All interventions considered are listed in Table 6. Interventions of three different types can be executed on each object. The sharable portions of the costs for track and switch interventions, i.e., the economical dependencies, are 20% and 40%. To take advantage of these savings the objects have to be close to each other. For track, this means they are physically connected, e.g., T1T3T5T7 and T2T4T6T8. For switches, there are four groups S1 to S7, S8 to S11, S12 to S17, and S18 to S23.
The traffic states considered, with their unit cost per hour are listed in Table 7. Each traffic state refers to a specific combination of a time window (e.g., day, weekend, and night) and the closed routes. For example, traffic state 1 refers to the closure of route I during weekdays, which leads to user costs of 18,620 euros per hour. Weekend and night windows are limited to 52 and 4 h of maximum work time, during which interventions can be executed. Interventions with a longer duration than the maximum work time of a time window cannot be executed during this time window and have to be executed during another time window. Track interventions are an exception to this rule, as they can be stopped anywhere and then resumed in the next time window at the same place.
This example has 3 × 1082 possible intervention programs, from which the optimal one is to be found. The model of the constrained network flow model consists of 986 nodes and 2015 edges, 2549 decision variables, 944 flow conservation constraints, and 735 side constraints. The constrained network flow model was programmed while using the software R [33].

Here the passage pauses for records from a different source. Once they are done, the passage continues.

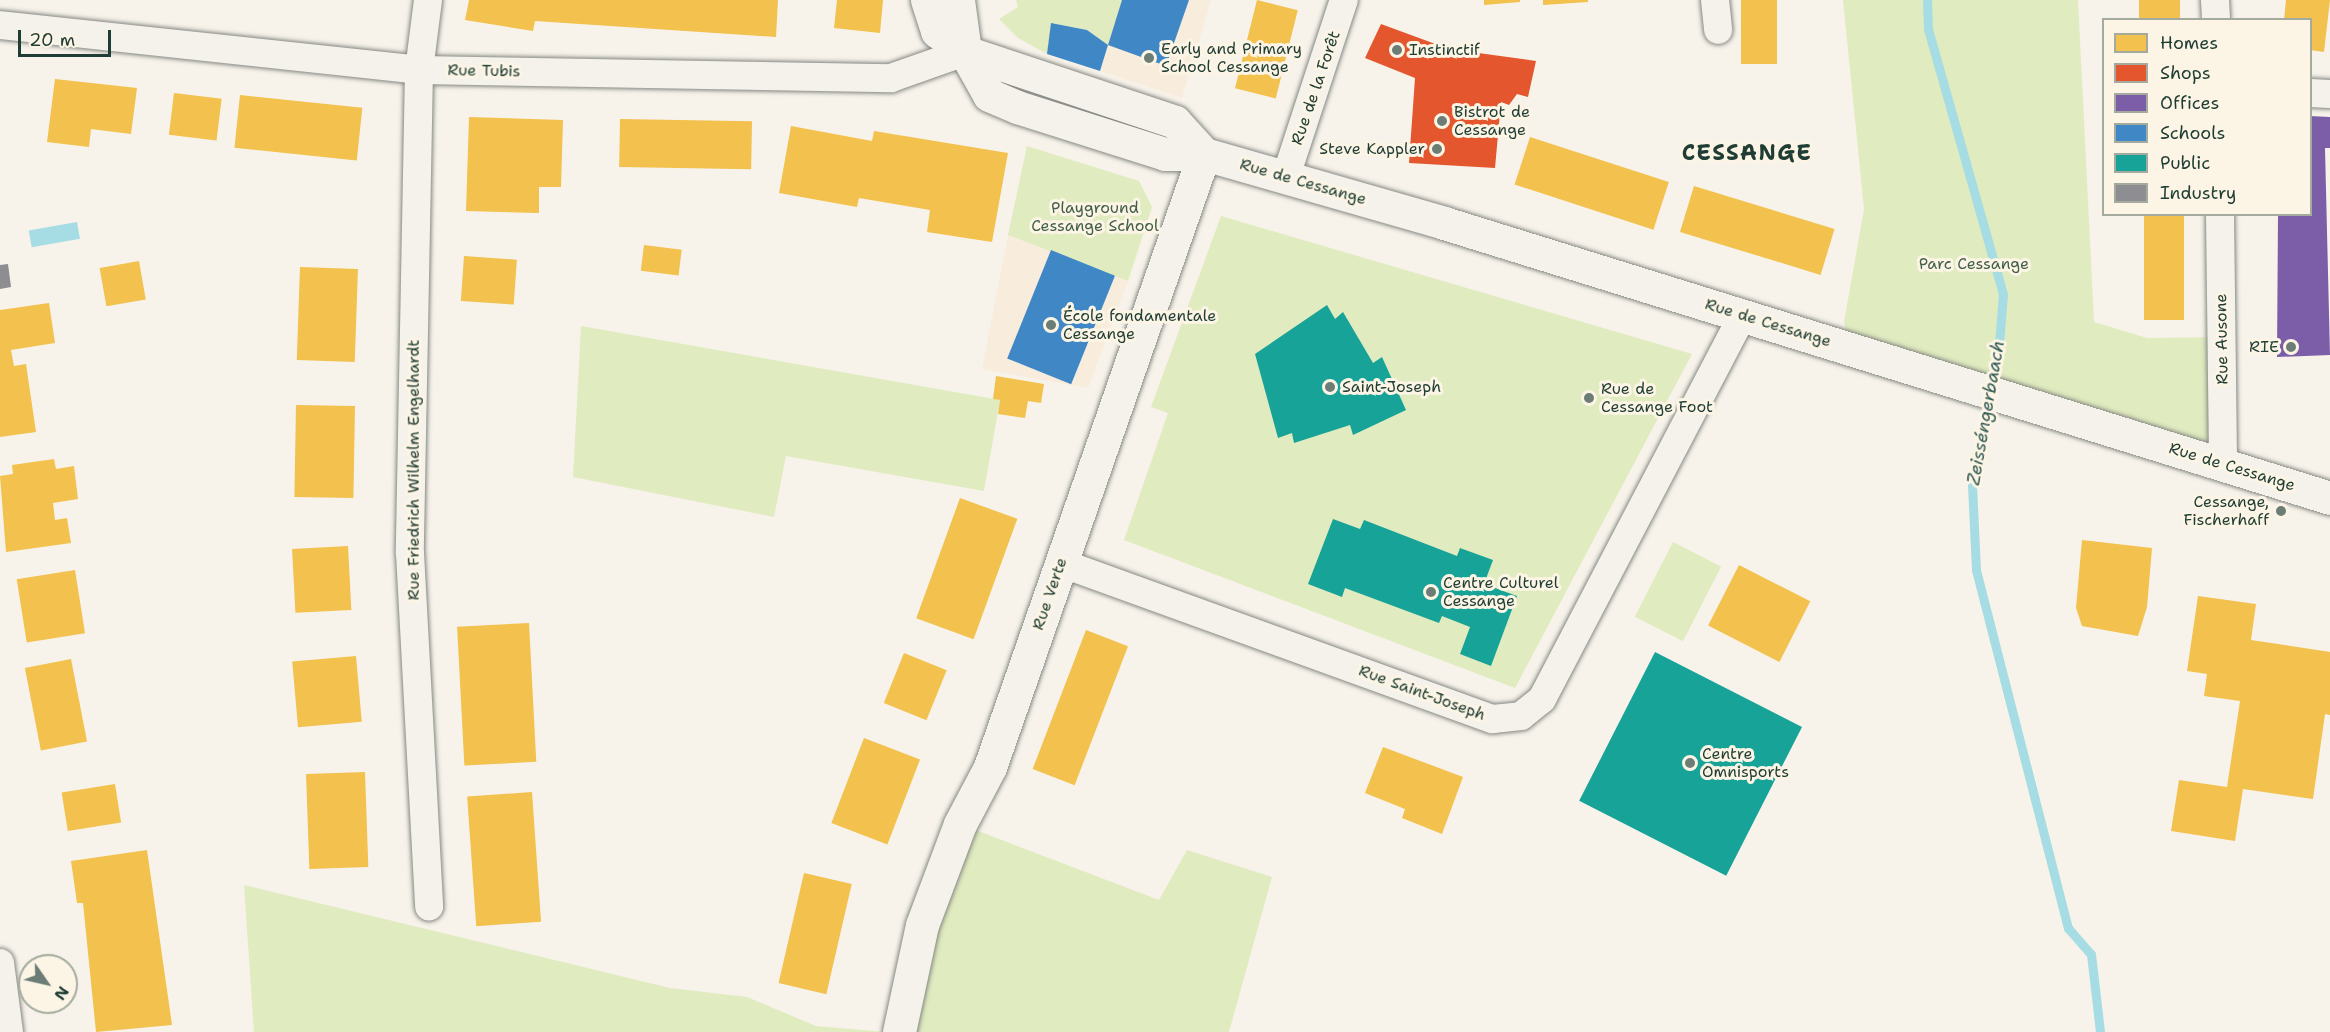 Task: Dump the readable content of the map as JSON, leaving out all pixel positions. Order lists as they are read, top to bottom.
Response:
{
  "streets": {
    "main road": ["Rue de Cessange", "Rue Verte"],
    "street": [
      "Rue Tubis",
      "Rue de la Forêt",
      "Rue Ausone",
      "Rue Friedrich Wilhelm Engelhardt",
      "Rue Saint-Joseph"
    ]
  },
  "crossings": [
    ["Rue Tubis", "Rue Friedrich Wilhelm Engelhardt"],
    ["Rue de la Forêt", "Rue de Cessange"],
    ["Rue de Cessange", "Rue Ausone"],
    ["Rue de Cessange", "Rue Verte"],
    ["Rue de Cessange", "Rue Saint-Joseph"],
    ["Rue Verte", "Rue Saint-Joseph"]
  ],
  "districts": ["CESSANGE"],
  "water": ["Zeisséngerbaach"],
  "parks": ["Playground Cessange School", "Parc Cessange"],
  "places": [
    "Instinctif",
    "Early and Primary School Cessange",
    "Bistrot de Cessange",
    "Steve Kappler",
    "École fondamentale Cessange",
    "RIE",
    "Saint-Joseph",
    "Rue de Cessange Foot",
    "Cessange, Fischerhaff",
    "Centre Culturel Cessange",
    "Centre Omnisports"
  ],
  "legend": [
    "Homes",
    "Shops",
    "Offices",
    "Schools",
    "Public",
    "Industry"
  ],
  "scale_bar": "20 m",
  "north": "bottom right"
} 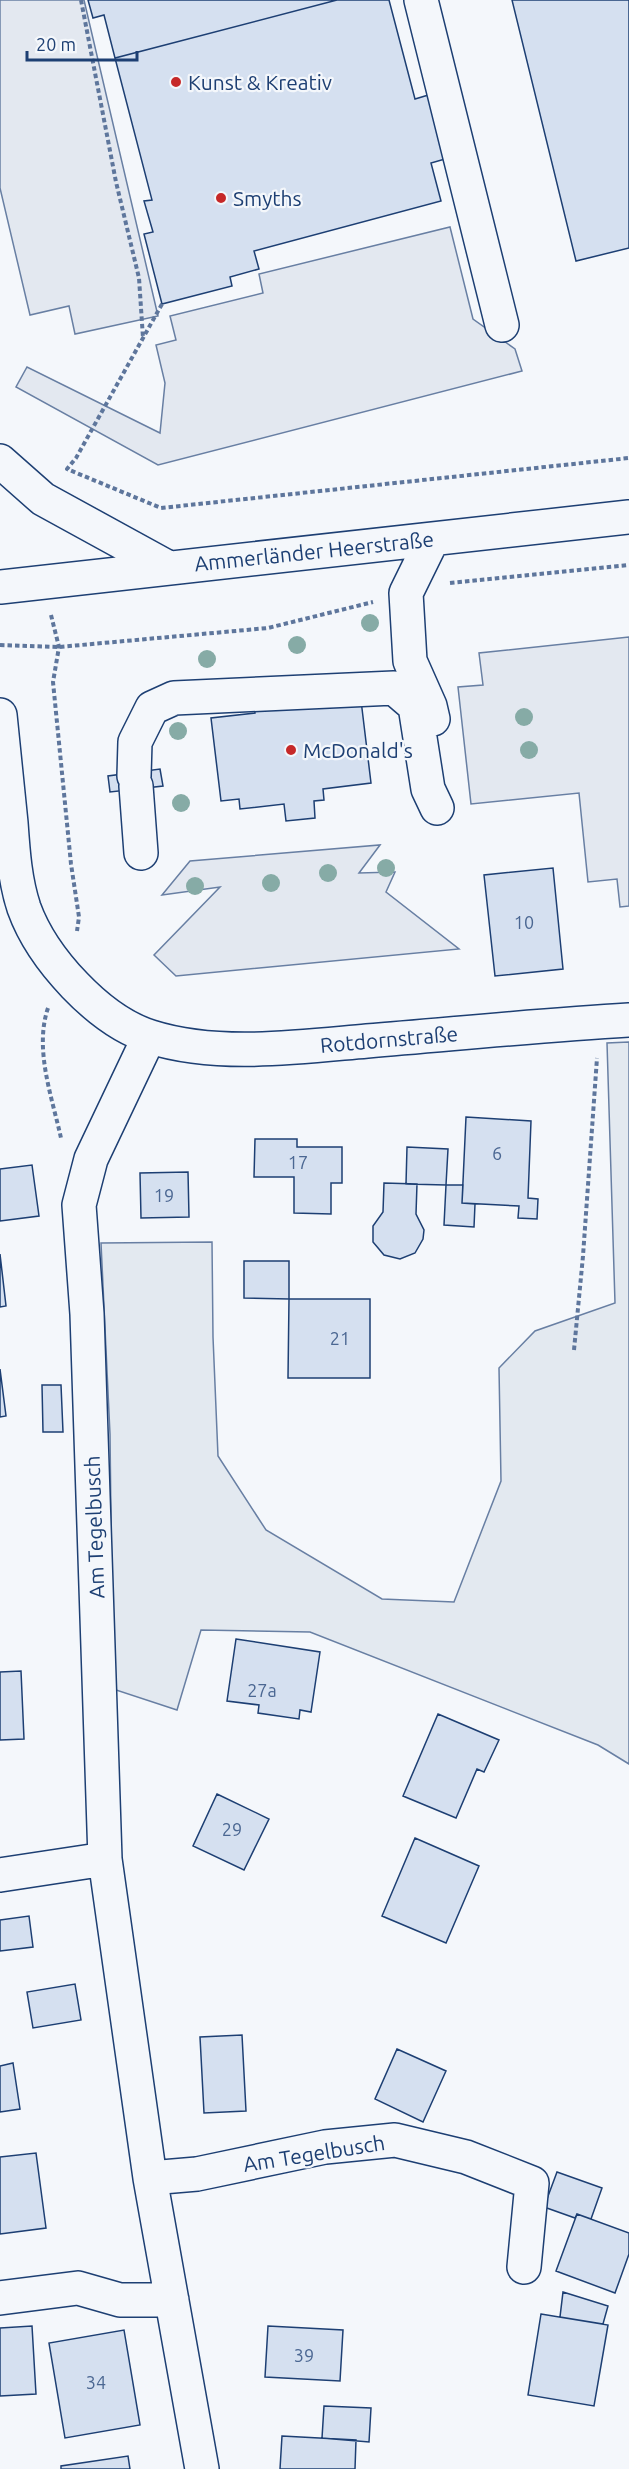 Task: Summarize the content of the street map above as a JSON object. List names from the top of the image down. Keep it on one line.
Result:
{"streets":{"street":["Ammerländer Heerstraße","Rotdornstraße","Am Tegelbusch"]},"crossings":[["Rotdornstraße","Am Tegelbusch"]],"places":["Kunst & Kreativ","Smyths","McDonald's"],"house_numbers":["10","6","17","19","21","27a","29","39","34"],"scale_bar":"20 m"}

5.2. Optimal Intervention Program with No Budget Constraint

The optimal intervention program is shown in Figure 5 and Table 8, along with information on the interventions to be executed, the amount of time required to execute them, their costs and their benefits in terms of risk reduction, and the traffic state in place during their execution. For example, bridge B16 is renewed during the day for 72 h, while routes I, II, III, IV, and XI are closed. The owner intervention costs are 3.2 M euros and the benefit in terms of risk reduction is almost 10.5 M euros. Manual grinding interventions are executed during the same closure on the switches S1, S2, and S3. Here, topological dependencies of the switches are exploited to reduce traffic disturbance. Traffic disturbance are also reduced by the parallel execution of the renewal intervention on bridge B2 and the interventions on S8, S9, S10, and S11. Due to the execution of these switch interventions during the day, economical dependencies between the switches are exploited, which can be seen, for example, in the reduced costs of the intervention on S9, S10, and S11. This results in a reduction of their costs by 40% from 10,000 to 6000 euros. Without the parallel execution of the bridge renewal interventions, which require the closing of the routes during the day, the cost reduction due to economical dependencies would not be enough to overcome the increased user costs. This is different for the combination of interventions on switches S21 and S22. There, the weekend execution does not lead to higher user costs than the achieved reduction in owner costs. The closure of the affected routes IX and X during the weekend costs the users 2640 euros, while the cost of the interventions that is saved due to their simultaneous execution is 4000 euros. The weekend execution for these two switches is, therefore, less expensive.
The traffic states required for executing the intervention program are given in Table 9. The traffic states involving night work are shown together, as they do not lead to user costs. The major user costs arise during the execution of interventions when traffic states 12 and 13 are in place. These traffic states require the closure of entire links, which increases user costs significantly over the closure of only single routes. Overall, the optimal intervention program when there is no budget constraint generates a net benefit of more than 52 million euros, i.e., a 67-million-euro benefit in terms of risk reduction, nine million euros of owner costs, and six million euros of user costs.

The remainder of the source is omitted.